Emeline Evrot scite author profile

Purpose: The myeloproliferative neoplasm myelofibrosis is characterized by frequent deregulation of Janus kinase (JAK)/signal transducer and activator of transcription (STAT) signaling, and JAK inhibitors were shown to reduce splenomegaly and ameliorate disease-related symptoms. However, the mutant clone and bone marrow fibrosis persist in the majority of patients. Using preclinical models, we explored whether JAK and pan-deacetylase inhibitor combination yielded additional benefits.Experimental Design: The combination of the JAK1/2 inhibitor ruxolitinib and panobinostat was investigated using two different mouse models of JAK2 V617F -driven disease. A Ba/F3 JAK2 V617F cell-driven leukemic disease model was used to identify tolerated and efficacious doses. The drugs were then evaluated alone and in combination in a mouse model of myeloproliferative neoplasm-like disease based on transplantation of bone marrow transduced with a retrovirus expressing JAK2 V617F . Exposures were determined in blood and tissues, and phosphorylated STAT5 and acetylated histone H3 pharmacodynamic readouts were assessed in spleen and bone marrow.

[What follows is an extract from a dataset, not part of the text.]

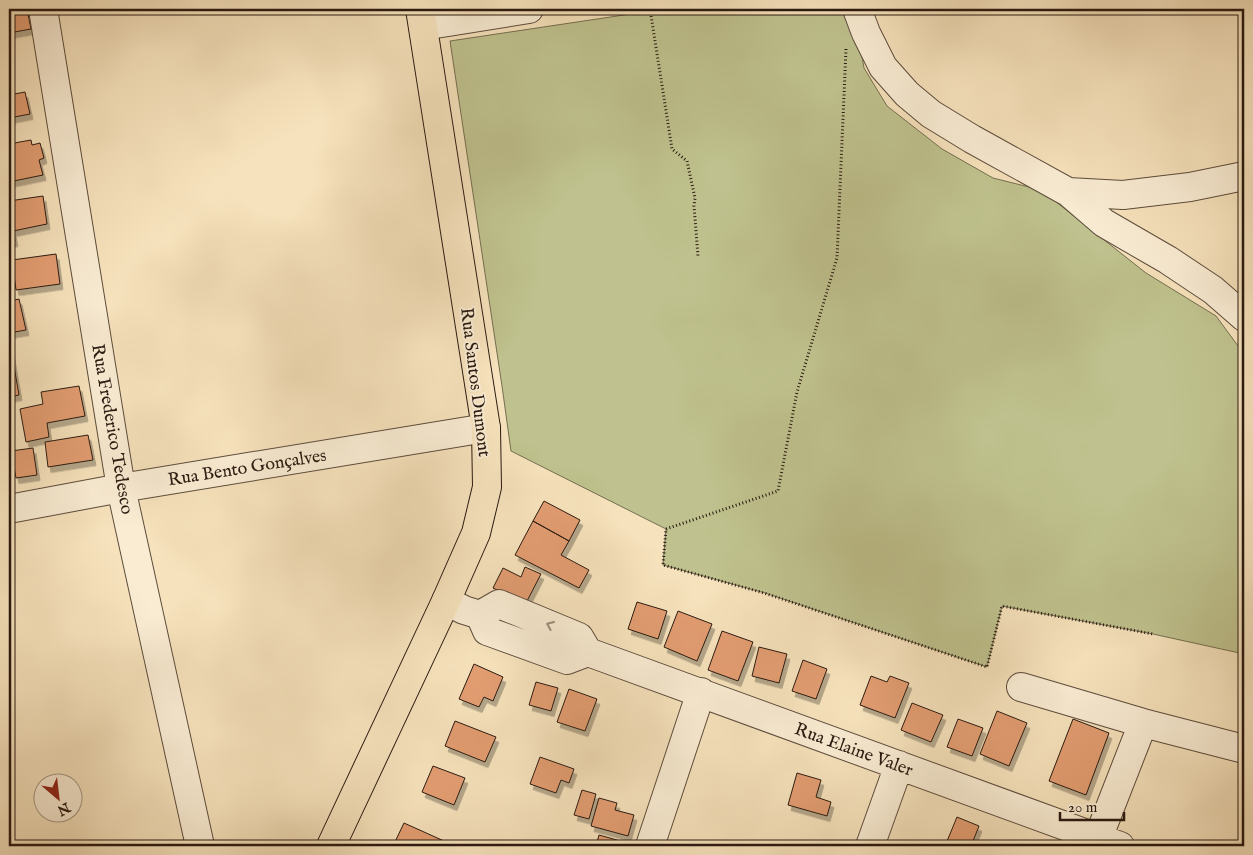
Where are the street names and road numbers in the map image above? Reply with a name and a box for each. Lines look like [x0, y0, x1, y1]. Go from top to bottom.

Histologic analysis was conducted on spleen and bone marrow, including staining of reticulin fibers in the latter organ.Results: The combination of ruxolitinib and panobinostat was found to have a more profound effect on splenomegaly, as well as on bone marrow and spleen histology, compared with either agent alone, and the analysis of pharmacodynamic readouts showed that ruxolitinib and panobinostat have nonoverlapping and complementary effects.Conclusion: Combining JAK1/2 and pan-deacetylase inhibitors was fairly well tolerated and resulted in improved efficacy in mouse models of JAK2 V617F -driven disease compared with the single agents. Thus, the combination of ruxolitinib and panobinostat may represent a promising novel therapeutic modality for myeloproliferative neoplasms.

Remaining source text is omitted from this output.